Below is an example of how this result would look.
Array
(
[Queries Today] => 234
[Daily Limit] => 1000
[Queries Total] => 840931
[Plan Tier] => Free
)
When viewing the detections
stat you can also provide a limit (which is how many entries to show you) and offset (which is how many entries to skip over before starting to show you any results).
So for example if you had 100 entries and you only wanted to view entries 31 to 40 you would supply 10 as a limit and 30 as an offset.
In version 0.1.2 (Nov 2018) we added the ability to view, add, remove, set and clear your whitelist and blacklist through this library, in December 2020 a CORS API was added to proxycheck.io and the below code also works for that. Below is an example of adding three entries to your whitelist in a single query.
$proxycheck_options = array(
'API_KEY' => '', // Your API Key.
'TLS_SECURITY' => 0, // Enable or disable transport security (TLS).

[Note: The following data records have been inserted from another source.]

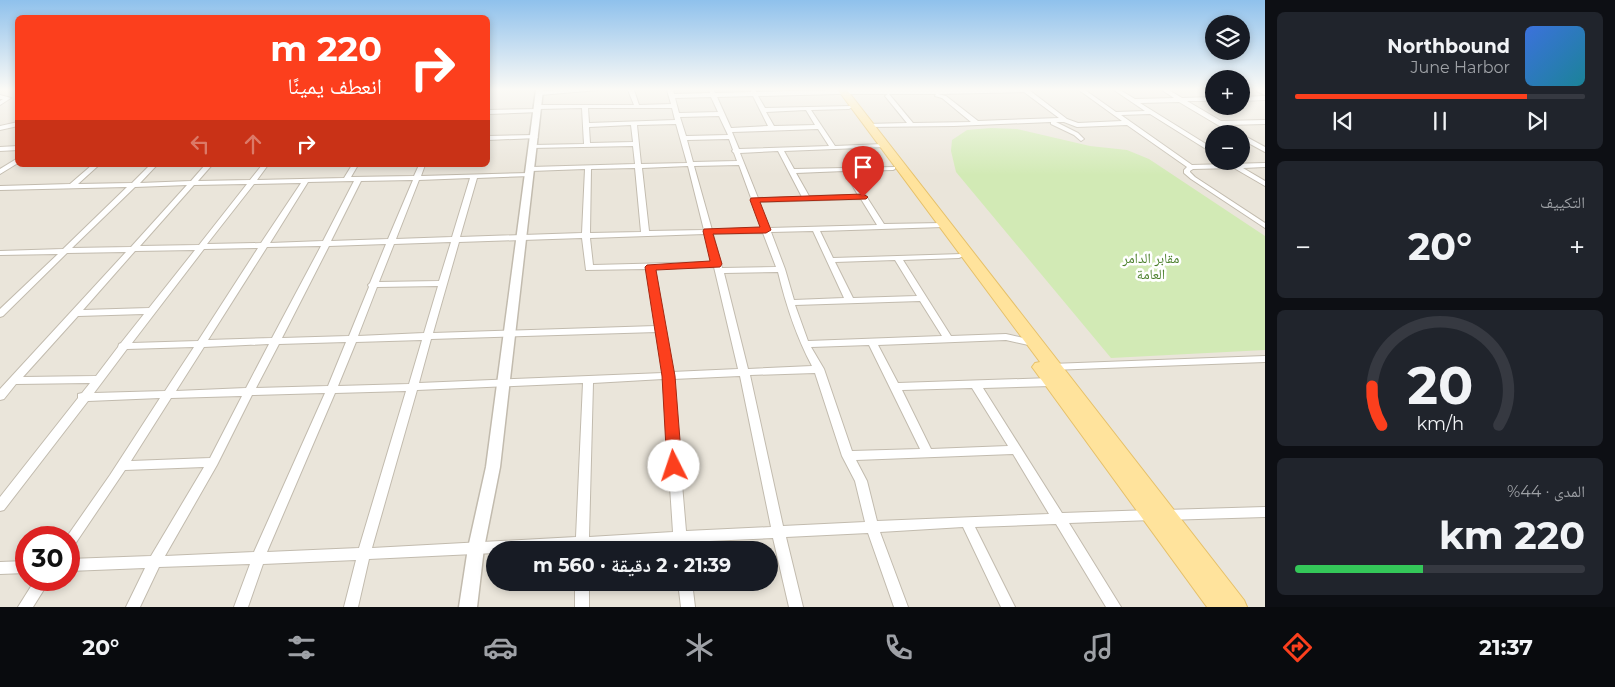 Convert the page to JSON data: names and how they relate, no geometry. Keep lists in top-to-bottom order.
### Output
{
  "parks": ["مقابر الدامر العامة"],
  "page": {
    "map_buttons": ["+", "−"],
    "turn": ["220 m", "انعطف يمينًا"],
    "song": ["Northbound", "June Harbor"],
    "tile": [
      "التكييف",
      ["المدى · 44%", "220 km"]
    ],
    "heat": ["−", "20°", "+"],
    "limit": "30",
    "trip": "21:39 · 2 دقيقة · 560 m",
    "tabs": ["21:37", "20°"],
    "gauge": ["20", "km/h"]
  }
} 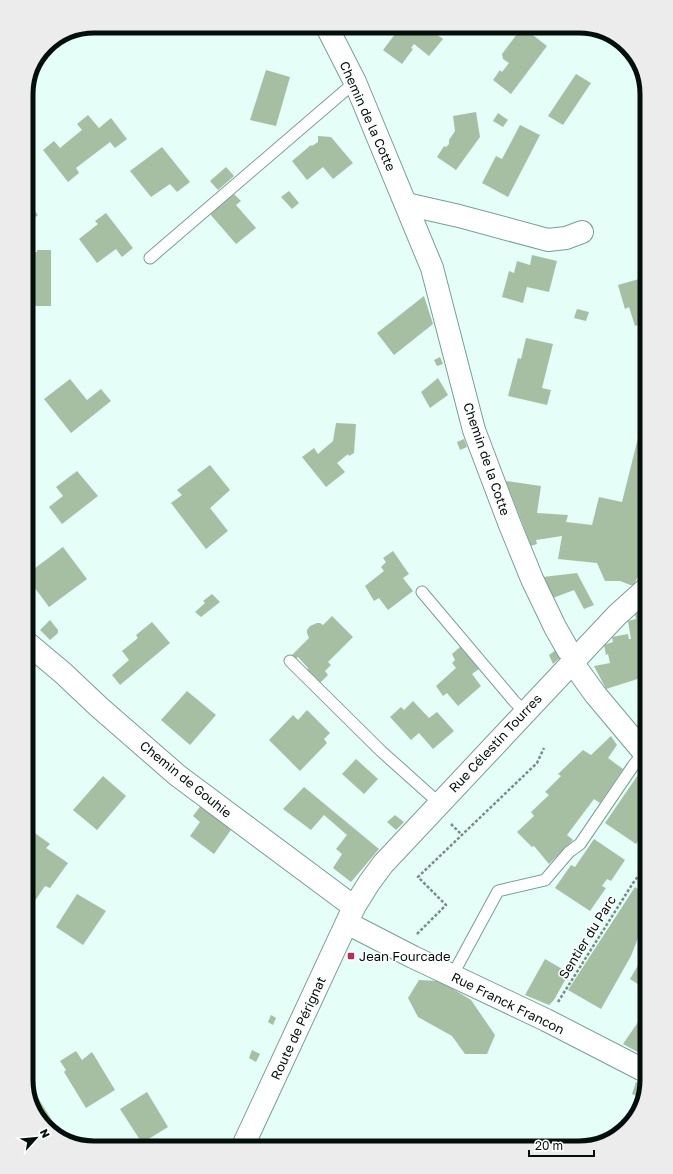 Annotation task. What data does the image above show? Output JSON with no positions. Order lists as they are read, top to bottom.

'LIST_SELECTION' => 'whitelist', // Specify the list you're accessing: CORS, whitelist or blacklist
'LIST_ACTION' => 'add', // Specify an action: list, add, remove, set or clear.
'LIST_ENTRIES' => array('8.8.8.8', '1.1.1.1/24', 'AS888') // Origins, IPs, Ranges, ASN's or Emails to be added, removed or set
);
$result_array = \proxycheck\proxycheck::listing($proxycheck_options);
When accessing dashboard API's an API Key is always required as the dashboard is only for registered users (both free and paid have full dashboard access). You will also need to make sure you have Dashboard API access enabled within your dashboard on our website.
You can see that in the LIST_ENTRIES field we are providing an array of three seperate entries, this field is only used if you're performing an add, remove or set action. When providing entries in the LIST_ENTRIES field you can include comments, for example 'LIST_ENTRIES' => array('8.8.8.8 #this is google')
would create a new entry with the comment intact.
This LIST_ENTRIES field can also be used when adding, setting or removing origins for use with the CORS feature. In this situation comments are not supported, only domains (including wildcard domains such as *.example.com). All LIST_ACTION types are supported with CORS in the same way they are with Whitelist/Blacklist manipulation.
If a white or blacklist entry you're removing has a comment next to it you will need to include that comment in the removal request aswell, like in the example above where we included a comment next to the IP address we were adding you would do the same when removing it.